- TASK TO CARRY OUT: Keep each entry exactly as written when you repeat it, and skip the images.

(Dataset entries)
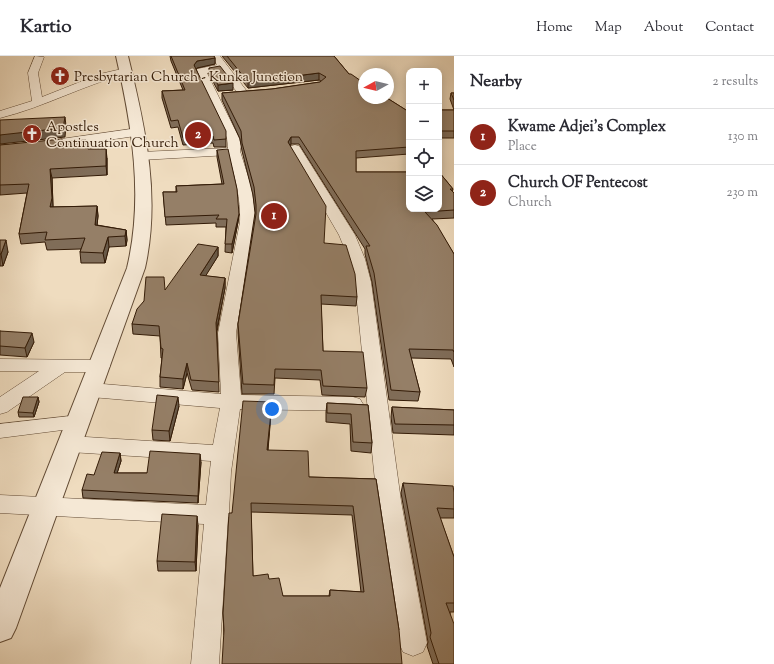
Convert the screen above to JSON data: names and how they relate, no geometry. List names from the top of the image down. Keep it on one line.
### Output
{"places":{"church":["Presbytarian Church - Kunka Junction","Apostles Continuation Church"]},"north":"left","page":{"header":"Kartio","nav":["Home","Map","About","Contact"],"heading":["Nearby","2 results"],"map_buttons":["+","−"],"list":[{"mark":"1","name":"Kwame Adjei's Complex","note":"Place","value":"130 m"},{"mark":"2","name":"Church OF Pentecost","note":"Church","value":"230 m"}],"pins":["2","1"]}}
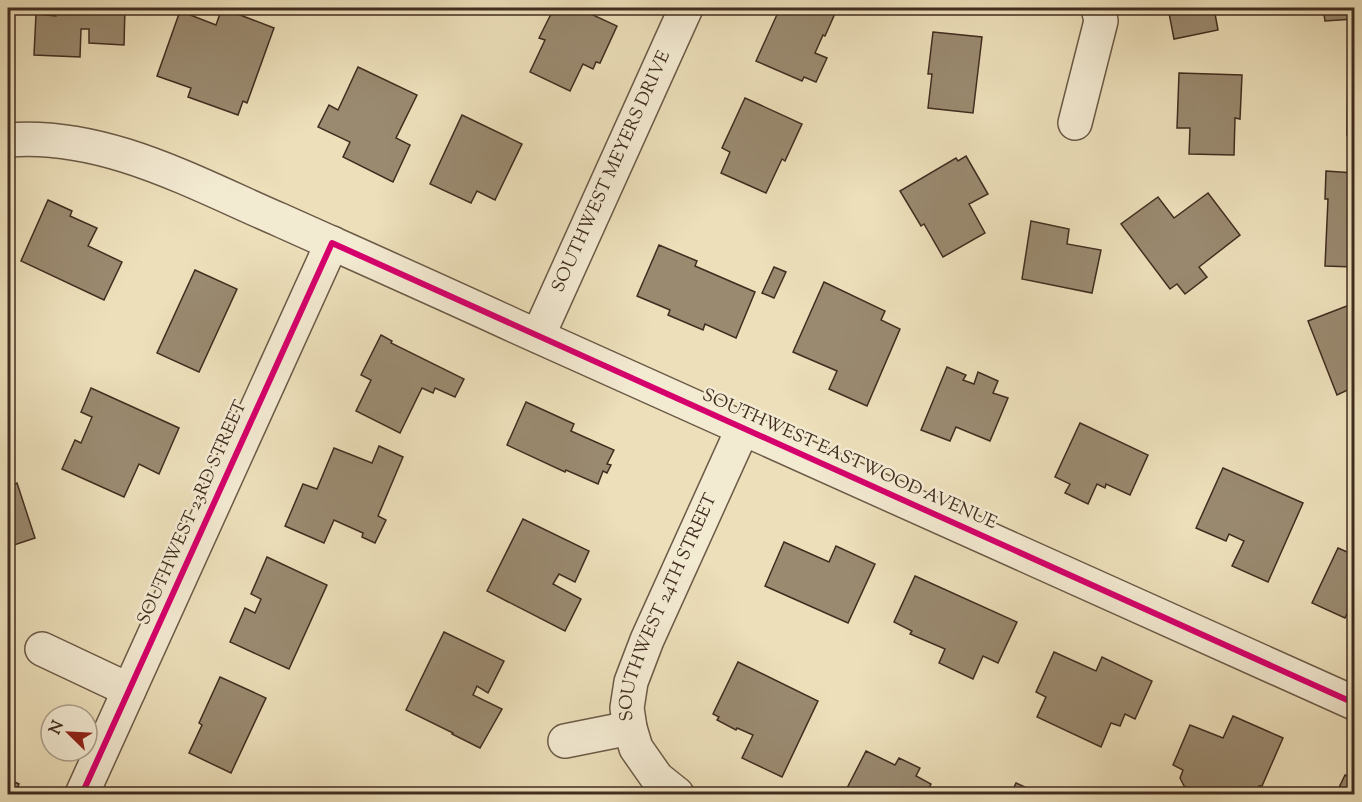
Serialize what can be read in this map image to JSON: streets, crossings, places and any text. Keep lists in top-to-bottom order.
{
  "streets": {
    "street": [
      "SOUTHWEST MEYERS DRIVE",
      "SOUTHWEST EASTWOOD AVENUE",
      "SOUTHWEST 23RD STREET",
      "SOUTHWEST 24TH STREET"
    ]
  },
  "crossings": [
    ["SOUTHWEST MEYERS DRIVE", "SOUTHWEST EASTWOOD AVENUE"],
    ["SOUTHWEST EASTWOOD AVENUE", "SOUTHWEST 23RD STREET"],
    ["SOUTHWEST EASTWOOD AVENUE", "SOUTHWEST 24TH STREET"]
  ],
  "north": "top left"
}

- RESPONSE AREA:
Convert the screen above to JSON data: names and how they relate, no geometry. List names from the top of the image down. Keep it on one line.
### Output
{"places":{"church":["Presbytarian Church - Kunka Junction","Apostles Continuation Church"]},"north":"left","page":{"header":"Kartio","nav":["Home","Map","About","Contact"],"heading":["Nearby","2 results"],"map_buttons":["+","−"],"list":[{"mark":"1","name":"Kwame Adjei's Complex","note":"Place","value":"130 m"},{"mark":"2","name":"Church OF Pentecost","note":"Church","value":"230 m"}],"pins":["2","1"]}}
Serialize what can be read in this map image to JSON: streets, crossings, places and any text. Keep lists in top-to-bottom order.
{
  "streets": {
    "street": [
      "SOUTHWEST MEYERS DRIVE",
      "SOUTHWEST EASTWOOD AVENUE",
      "SOUTHWEST 23RD STREET",
      "SOUTHWEST 24TH STREET"
    ]
  },
  "crossings": [
    ["SOUTHWEST MEYERS DRIVE", "SOUTHWEST EASTWOOD AVENUE"],
    ["SOUTHWEST EASTWOOD AVENUE", "SOUTHWEST 23RD STREET"],
    ["SOUTHWEST EASTWOOD AVENUE", "SOUTHWEST 24TH STREET"]
  ],
  "north": "top left"
}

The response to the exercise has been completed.